In our neighbor’s tree, there appears to live a Cooper’s Hawk, Actually, a whole family of them, now. A pair started in the spring, building a big nest way up high, and, well, you know how these things go. Now that our giant elm tree is gone, these birdies are a lot easier to see.
The mama, or the one I call the mama, since I’m not an ornithologist. According to my research, she is young, because adult Cooper’s Hawks have darker grey backs and reddish breasts. Truth be told, I could have misidentified them entirely. Don’t use this blog for bird identification, please. I just know there’s a big old hawk-like nest with hawk-like birds. This much I can say for sure.
(Mama shakes a tail feather).
In the morning, she and the papa and the baby (or two babies and no papa…) triangulate our backyard: one on the roof of our house and two in opposite corners of the yard, and talk to each other. If my dog was any smaller I’d be worried.
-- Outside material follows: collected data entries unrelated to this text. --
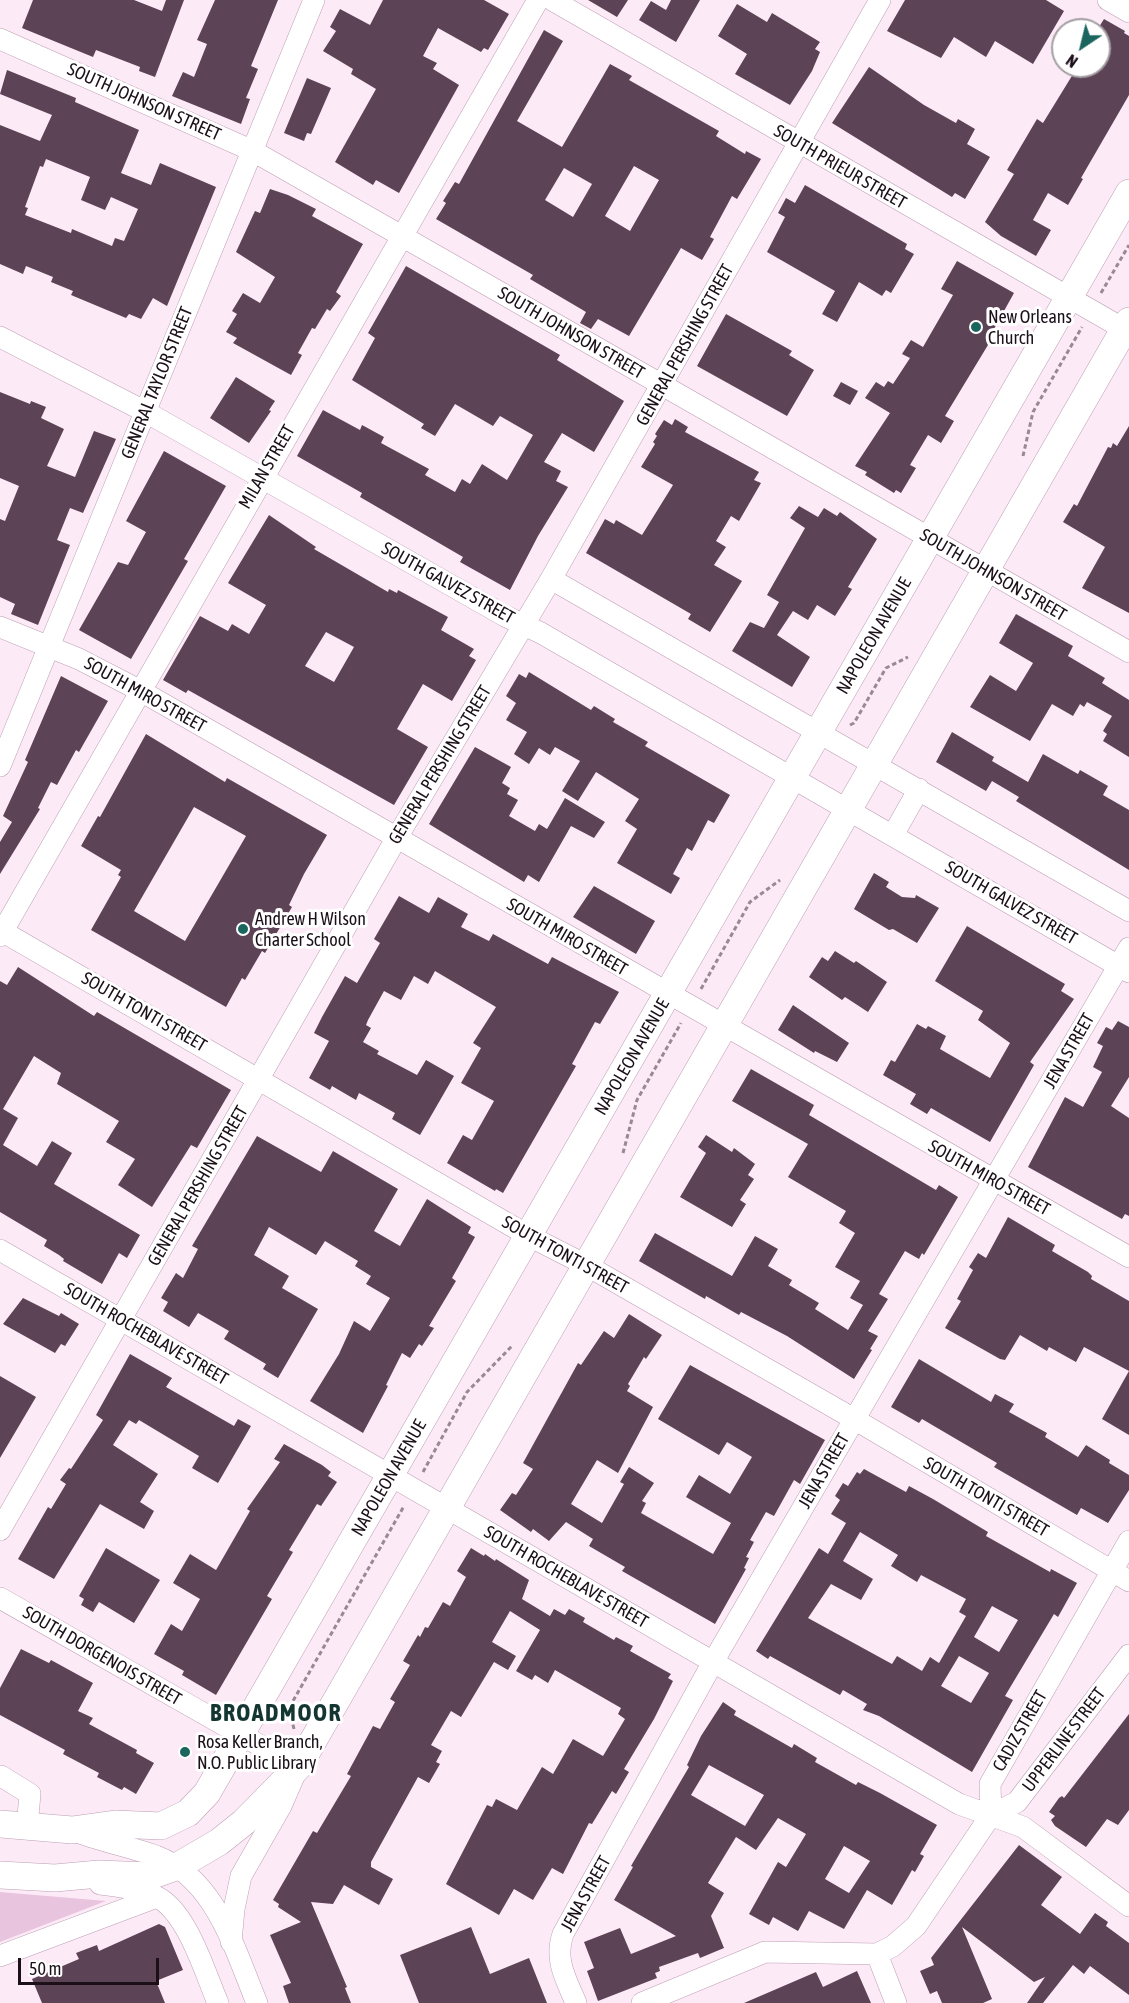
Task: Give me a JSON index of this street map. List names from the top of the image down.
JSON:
{
  "streets": {
    "main road": ["NAPOLEON AVENUE"],
    "street": [
      "SOUTH JOHNSON STREET",
      "SOUTH PRIEUR STREET",
      "GENERAL PERSHING STREET",
      "GENERAL TAYLOR STREET",
      "MILAN STREET",
      "SOUTH GALVEZ STREET",
      "SOUTH MIRO STREET",
      "SOUTH TONTI STREET",
      "JENA STREET",
      "SOUTH ROCHEBLAVE STREET",
      "SOUTH DORGENOIS STREET",
      "CADIZ STREET",
      "UPPERLINE STREET"
    ]
  },
  "crossings": [
    ["SOUTH JOHNSON STREET", "GENERAL PERSHING STREET"],
    ["SOUTH JOHNSON STREET", "GENERAL TAYLOR STREET"],
    ["SOUTH JOHNSON STREET", "MILAN STREET"],
    ["SOUTH JOHNSON STREET", "NAPOLEON AVENUE"],
    ["SOUTH PRIEUR STREET", "GENERAL PERSHING STREET"],
    ["SOUTH PRIEUR STREET", "NAPOLEON AVENUE"],
    ["GENERAL PERSHING STREET", "SOUTH GALVEZ STREET"],
    ["GENERAL PERSHING STREET", "SOUTH MIRO STREET"],
    ["GENERAL PERSHING STREET", "SOUTH TONTI STREET"],
    ["GENERAL PERSHING STREET", "SOUTH ROCHEBLAVE STREET"],
    ["GENERAL TAYLOR STREET", "SOUTH GALVEZ STREET"],
    ["GENERAL TAYLOR STREET", "SOUTH MIRO STREET"],
    ["MILAN STREET", "SOUTH GALVEZ STREET"],
    ["MILAN STREET", "SOUTH MIRO STREET"],
    ["MILAN STREET", "SOUTH TONTI STREET"],
    ["SOUTH GALVEZ STREET", "NAPOLEON AVENUE"],
    ["SOUTH GALVEZ STREET", "JENA STREET"],
    ["NAPOLEON AVENUE", "SOUTH MIRO STREET"],
    ["NAPOLEON AVENUE", "SOUTH TONTI STREET"],
    ["NAPOLEON AVENUE", "SOUTH ROCHEBLAVE STREET"],
    ["NAPOLEON AVENUE", "SOUTH DORGENOIS STREET"],
    ["SOUTH MIRO STREET", "JENA STREET"],
    ["SOUTH TONTI STREET", "JENA STREET"],
    ["SOUTH TONTI STREET", "CADIZ STREET"],
    ["JENA STREET", "SOUTH ROCHEBLAVE STREET"],
    ["SOUTH ROCHEBLAVE STREET", "CADIZ STREET"],
    ["SOUTH ROCHEBLAVE STREET", "UPPERLINE STREET"],
    ["CADIZ STREET", "UPPERLINE STREET"]
  ],
  "districts": ["BROADMOOR"],
  "places": ["New Orleans Church", "Andrew H Wilson Charter School", "Rosa Keller Branch, N.O. Public Library"],
  "scale_bar": "50 m",
  "north": "bottom left"
}
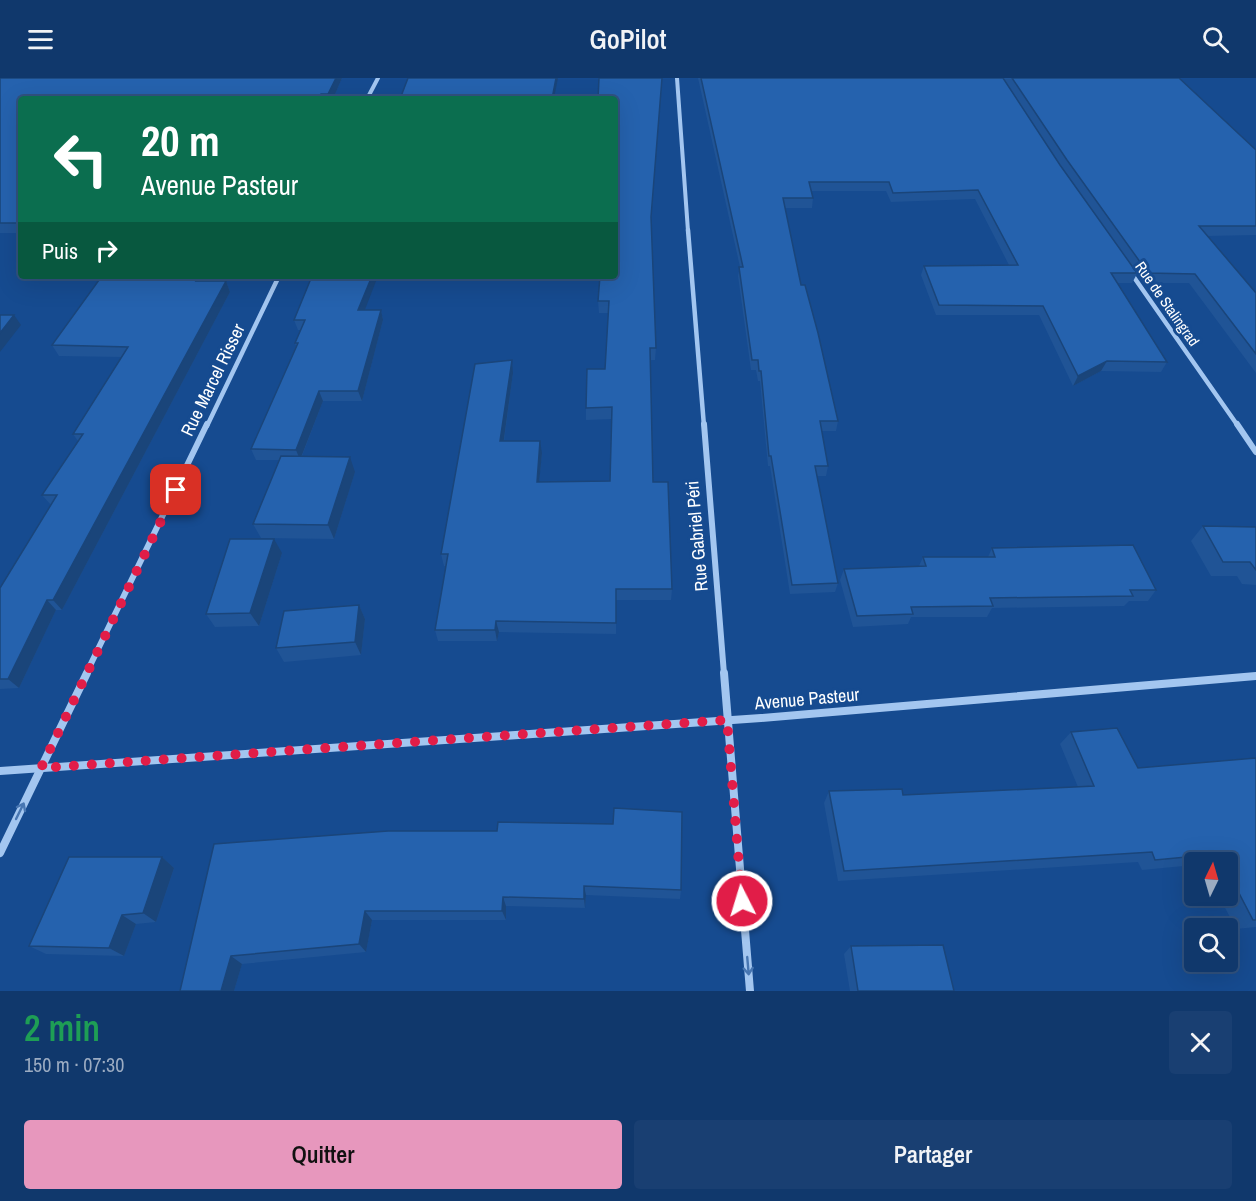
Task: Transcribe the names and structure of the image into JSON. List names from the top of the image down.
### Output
{
  "streets": {
    "street": [
      "Rue de Stalingrad",
      "Rue Marcel Risser",
      "Rue Gabriel Péri",
      "Avenue Pasteur"
    ]
  },
  "crossings": [
    ["Rue Marcel Risser", "Avenue Pasteur"],
    ["Rue Gabriel Péri", "Avenue Pasteur"]
  ],
  "north": "top",
  "page": {
    "header": "GoPilot",
    "turn": ["20 m", "Avenue Pasteur"],
    "then": "Puis",
    "heading": ["2 min", "150 m · 07:30"],
    "buttons": ["Quitter", "Partager"]
  }
}
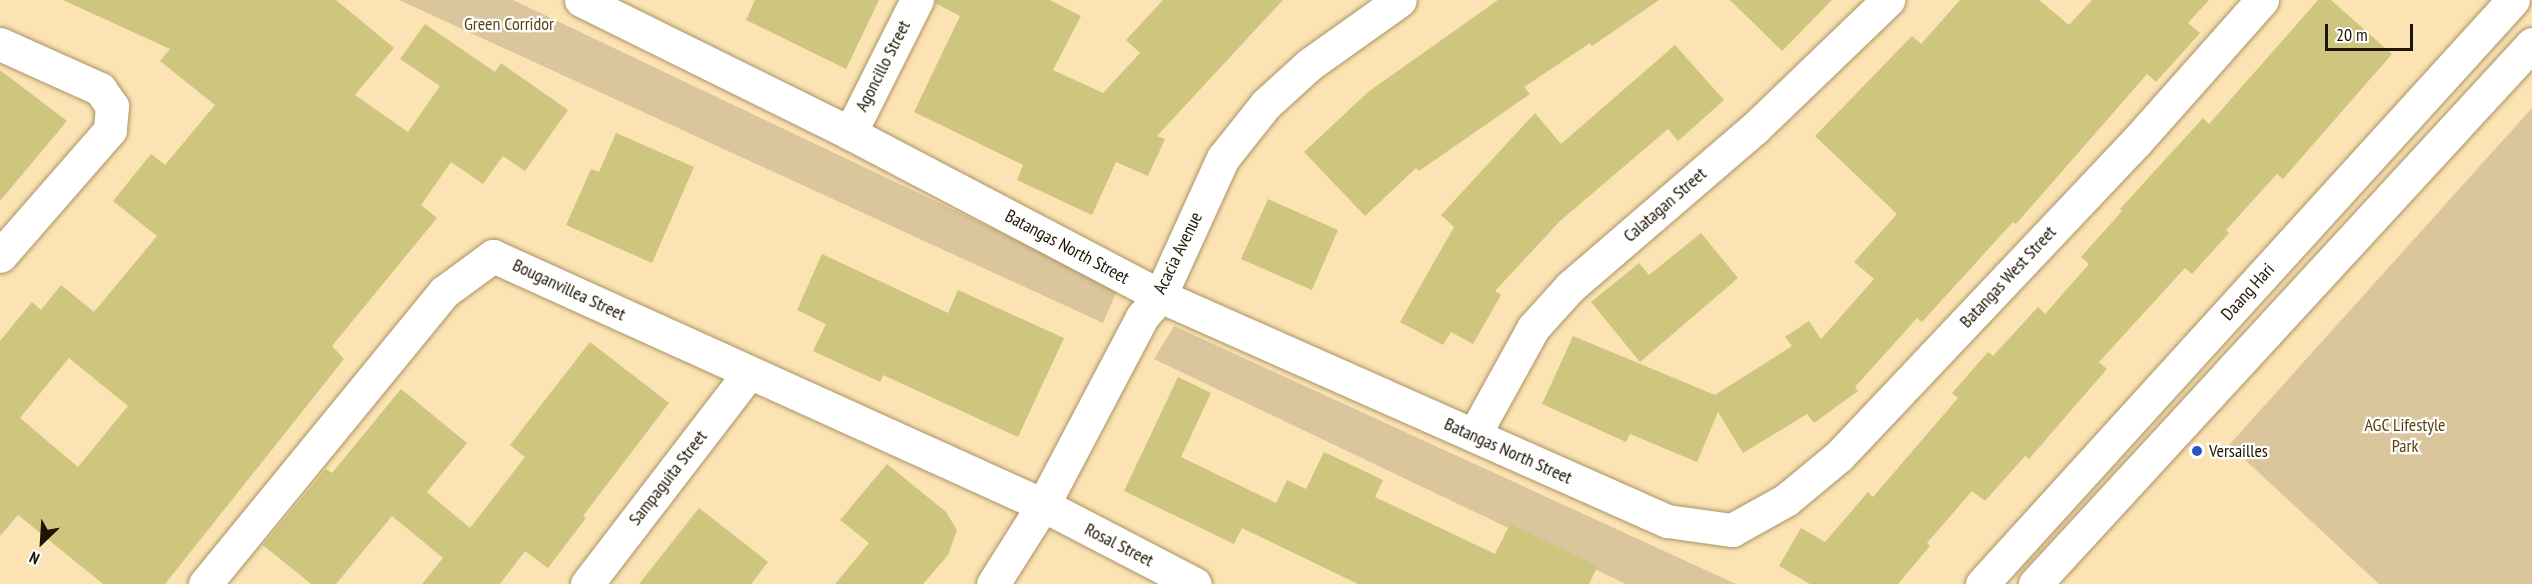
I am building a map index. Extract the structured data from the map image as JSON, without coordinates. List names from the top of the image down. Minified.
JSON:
{"streets":{"street":["Agoncillo Street","Calatagan Street","Batangas North Street","Acacia Avenue","Batangas West Street","Bouganvillea Street","Daang Hari","Sampaguita Street","Rosal Street"]},"crossings":[["Agoncillo Street","Batangas North Street"],["Calatagan Street","Batangas North Street"],["Batangas North Street","Acacia Avenue"],["Batangas North Street","Batangas West Street"],["Acacia Avenue","Bouganvillea Street"],["Acacia Avenue","Rosal Street"],["Bouganvillea Street","Sampaguita Street"],["Bouganvillea Street","Rosal Street"]],"parks":["Green Corridor","AGC Lifestyle Park"],"places":["Versailles"],"scale_bar":"20 m","north":"bottom left"}
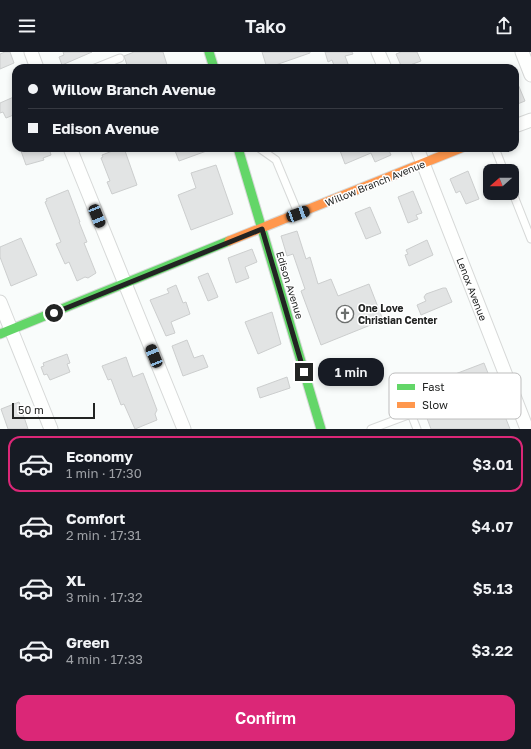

Here’s a side shot of the eyas (young one). (I may not be an ornithologist, but I can Google like the rest of you). There may be more than one little one, but this fellow sat still and let me take his picture. The chicks have been flying for awhile now, and they are getting a little more graceful. Apparently Cooper’s Hawks are often found with old wishbone injuries, so I worry about these clumsy little ones.
I should, of course, worry about all the other birds in the backyard, since to Cooper’s Hawks, those birds are food. I’m all for the circle of life, though, and very hopeful that when they run out of small birds, they’ll eat the red squirrels. Then we can all go home happy.